_PROBLEM DESCRIPTION_
Filter out every line below that lacks "button", and copy the rest.

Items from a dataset
====

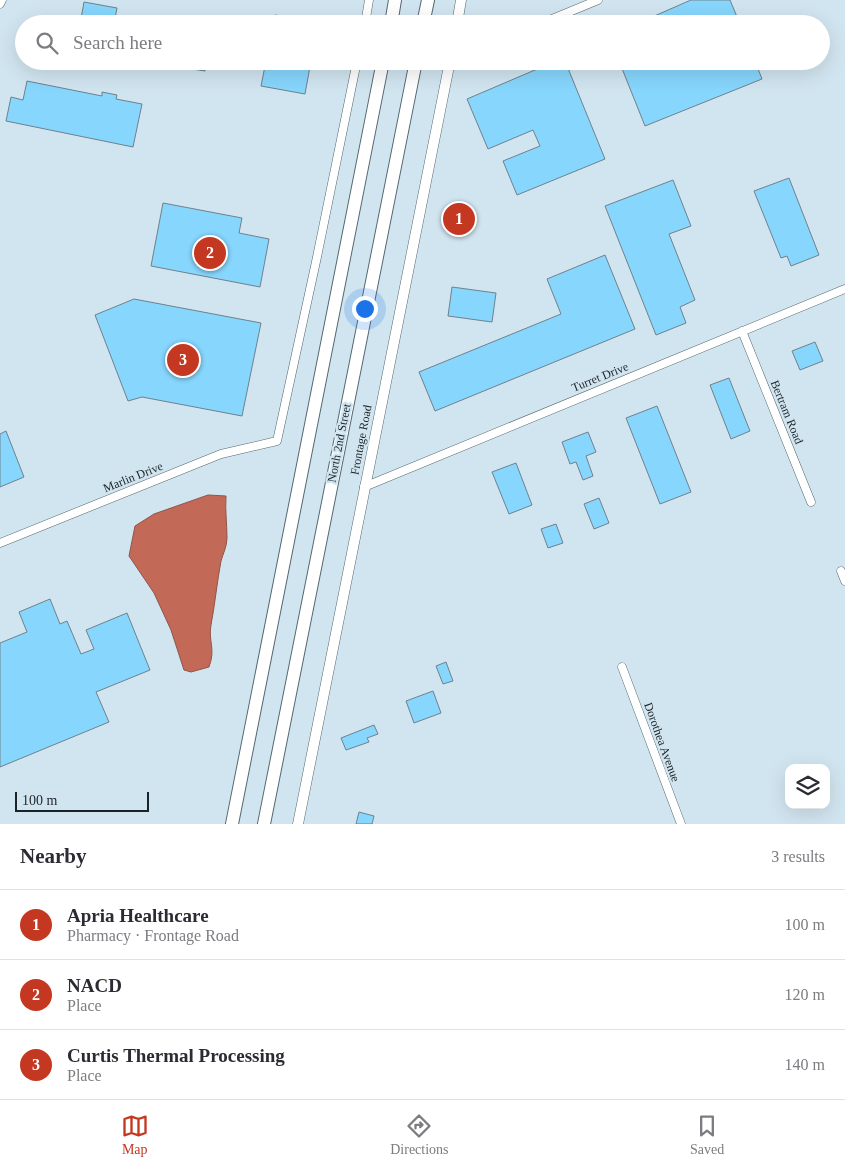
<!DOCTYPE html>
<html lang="en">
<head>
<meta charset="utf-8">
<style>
	body { margin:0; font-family:"Times New Roman",serif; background:#f2f2f3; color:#2b2b33 }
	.controls { position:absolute; right:15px; bottom:15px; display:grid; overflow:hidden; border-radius:10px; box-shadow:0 5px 20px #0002 }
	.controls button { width:45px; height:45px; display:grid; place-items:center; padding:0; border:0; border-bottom:1px solid #e1e1e2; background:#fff; color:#2b2b33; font:25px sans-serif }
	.scale { position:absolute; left:15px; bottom:12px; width:134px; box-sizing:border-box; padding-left:5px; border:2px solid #1c2327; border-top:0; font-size:14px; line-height:18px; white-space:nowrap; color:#1c2327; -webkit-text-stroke:4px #d1e5f0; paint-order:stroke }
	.you { position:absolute; left:364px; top:308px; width:18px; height:18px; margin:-12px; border:4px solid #fff; border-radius:50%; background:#1a73e8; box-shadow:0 0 0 8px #1a73e833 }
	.badge { display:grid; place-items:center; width:32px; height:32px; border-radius:50%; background:#c43821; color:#fff; font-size:16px; font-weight:700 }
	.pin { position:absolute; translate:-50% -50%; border:2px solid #fff; box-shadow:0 1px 5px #0006 }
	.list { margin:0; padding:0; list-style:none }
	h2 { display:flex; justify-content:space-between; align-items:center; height:65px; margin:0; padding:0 20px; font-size:21px }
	h2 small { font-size:16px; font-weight:400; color:#7c7c81 }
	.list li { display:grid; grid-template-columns:32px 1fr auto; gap:15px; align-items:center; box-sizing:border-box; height:70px; padding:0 20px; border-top:1px solid #e1e1e2 }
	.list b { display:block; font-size:19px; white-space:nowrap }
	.list p { margin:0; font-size:16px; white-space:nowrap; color:#7c7c81 }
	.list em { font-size:16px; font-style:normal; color:#7c7c81 }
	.icon { flex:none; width:28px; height:28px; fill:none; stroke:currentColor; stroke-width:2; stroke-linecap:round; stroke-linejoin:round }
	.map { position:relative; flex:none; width:845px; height:824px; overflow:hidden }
	.search { position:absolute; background:#fff; box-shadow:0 5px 20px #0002; left:15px; right:15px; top:15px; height:55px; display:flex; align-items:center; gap:12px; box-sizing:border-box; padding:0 18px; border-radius:28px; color:#7c7c81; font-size:19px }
	.sheet { height:275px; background:#fff }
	nav { display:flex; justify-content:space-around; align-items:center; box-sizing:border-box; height:70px; border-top:1px solid #e1e1e2; background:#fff; font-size:14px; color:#7c7c81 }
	nav a { display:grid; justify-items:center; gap:2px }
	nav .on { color:#c43821 }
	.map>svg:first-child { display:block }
	.water { fill:#c36957; stroke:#915449 }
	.building { fill:#87d6fd; stroke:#6f818b }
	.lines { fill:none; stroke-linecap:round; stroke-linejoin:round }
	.minor-casing { stroke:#556770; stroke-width:9 }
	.tertiary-casing { stroke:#556770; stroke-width:11 }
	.primary-casing { stroke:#556770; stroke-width:14 }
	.minor { stroke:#fff; stroke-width:8 }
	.tertiary { stroke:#fff; stroke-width:10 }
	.primary { stroke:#fff; stroke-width:12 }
	.labels { text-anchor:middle; stroke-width:4.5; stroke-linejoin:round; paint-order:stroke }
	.street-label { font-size:12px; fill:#1c2327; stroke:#d1e5f0 }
</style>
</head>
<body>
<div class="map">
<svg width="845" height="824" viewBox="0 0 845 824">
	<rect width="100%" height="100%" fill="#d1e5f0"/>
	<!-- water -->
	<path class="water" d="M208,495L226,496C225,510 227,524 227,538C227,546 223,554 221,561C217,582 215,604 211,625C208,642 216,648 209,667L191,672L184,670L171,630L154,593L129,556L135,526L154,514Z"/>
	<!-- building -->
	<path class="building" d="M691,0H730L740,24H636Z
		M84,2L117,8L114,24H80Z
		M275,15L304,20L303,24H273Z
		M194,61H208L205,71L192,69Z
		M266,61H311L305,94L261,86Z
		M556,61H565L605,159L517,195L503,161L540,146L533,130L488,149L467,99Z
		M619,61H755L762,79L645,126Z
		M27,81L102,96V92L117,95L116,99L142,104L133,147L6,121L11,97L23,100Z
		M789,178L819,255L791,266L787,256L781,258L754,191Z
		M673,180L691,226L669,234L695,300L680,307L686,323L656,335L605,206Z
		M163,203L242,218L239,233L269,239L260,287L151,266Z
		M605,255L635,329L435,411L419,372L561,314L547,279Z
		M452,287L496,293L492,322L448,316Z
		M134,299L261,323L242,416L142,397L128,401L95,315Z
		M815,342L823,361L800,370L792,351Z
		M729,378L750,431L731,439L710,385Z
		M657,406L691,492L660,504L626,418Z
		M6,431L24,477L0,487V434Z
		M588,432L596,452L586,456L593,476L583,480L576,462L570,464L562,442Z
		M516,463L532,505L509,514L492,472Z
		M599,498L609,523L594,529L584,504Z
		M556,524L563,543L548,548L541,529Z
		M50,599L60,624L67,621L81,654L94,649L86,630L127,613L150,670L96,692L109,722L0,767V643L27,632L19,612Z
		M446,662L453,681L443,684L436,666Z
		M433,691L441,713L414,723L406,701Z
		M374,725L378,734L367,738L369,742L346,750L341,738Z
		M359,812L374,816L372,824H356Z"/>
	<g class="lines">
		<!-- minor casing -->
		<g class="minor-casing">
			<path id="minor" d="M0,4L2,0
				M365,24L369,0
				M540,24L598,0
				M742,331L811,502
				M364,487L845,289
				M0,543L221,454L277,441L317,257L357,61
				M841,571L845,581
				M622,667L681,824"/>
		</g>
		<!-- tertiary casing -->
		<g class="tertiary-casing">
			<path id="tertiary" d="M457,24L461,0
				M298,824L450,61"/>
		</g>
		<!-- primary casing -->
		<g class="primary-casing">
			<path id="primary" d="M391,24L395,0
				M423,24L428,0
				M232,824L383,61
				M264,824L416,61"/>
		</g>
		<!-- minor -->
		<use href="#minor" class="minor"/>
		<!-- tertiary -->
		<use href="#tertiary" class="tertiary"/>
		<!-- primary -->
		<use href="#primary" class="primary"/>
	</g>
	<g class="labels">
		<!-- street labels -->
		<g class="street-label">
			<text transform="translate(600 377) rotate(-22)" y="4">Turret Drive</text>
			<text transform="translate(787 412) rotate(68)" y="4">Bertram Road</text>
			<text transform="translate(361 440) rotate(-79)" y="4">Frontage Road</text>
			<text transform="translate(339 443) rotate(-79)" y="4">North 2nd Street</text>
			<text transform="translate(133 477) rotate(-22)" y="4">Marlin Drive</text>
			<text transform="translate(662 742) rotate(70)" y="4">Dorothea Avenue</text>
		</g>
	</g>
</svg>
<div class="controls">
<button><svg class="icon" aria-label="layers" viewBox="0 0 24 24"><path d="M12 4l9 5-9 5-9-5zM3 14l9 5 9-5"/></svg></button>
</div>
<div class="scale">100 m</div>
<div class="you"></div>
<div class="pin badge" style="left:459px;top:219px">1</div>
<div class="pin badge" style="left:210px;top:253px">2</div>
<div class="pin badge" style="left:183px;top:360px">3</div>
<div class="search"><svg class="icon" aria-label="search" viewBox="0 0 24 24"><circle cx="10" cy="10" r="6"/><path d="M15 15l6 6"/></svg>Search here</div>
</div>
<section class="sheet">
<h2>Nearby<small>3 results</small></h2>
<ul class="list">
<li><span class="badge">1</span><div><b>Apria Healthcare</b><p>Pharmacy · Frontage Road</p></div><em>100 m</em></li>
<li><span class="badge">2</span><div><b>NACD</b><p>Place</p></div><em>120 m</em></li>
<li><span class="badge">3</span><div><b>Curtis Thermal Processing</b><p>Place</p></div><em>140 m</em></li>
</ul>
</section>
<nav>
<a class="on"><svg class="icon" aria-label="map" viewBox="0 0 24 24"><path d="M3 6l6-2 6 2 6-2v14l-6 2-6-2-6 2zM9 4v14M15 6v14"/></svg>Map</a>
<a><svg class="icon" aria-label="directions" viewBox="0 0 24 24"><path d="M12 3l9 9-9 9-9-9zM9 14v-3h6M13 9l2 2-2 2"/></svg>Directions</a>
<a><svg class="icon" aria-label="saved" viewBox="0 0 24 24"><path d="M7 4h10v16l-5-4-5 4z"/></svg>Saved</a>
</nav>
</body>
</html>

====

_RESULT_
	.controls button { width:45px; height:45px; display:grid; place-items:center; padding:0; border:0; border-bottom:1px solid #e1e1e2; background:#fff; color:#2b2b33; font:25px sans-serif }
<button><svg class="icon" aria-label="layers" viewBox="0 0 24 24"><path d="M12 4l9 5-9 5-9-5zM3 14l9 5 9-5"/></svg></button>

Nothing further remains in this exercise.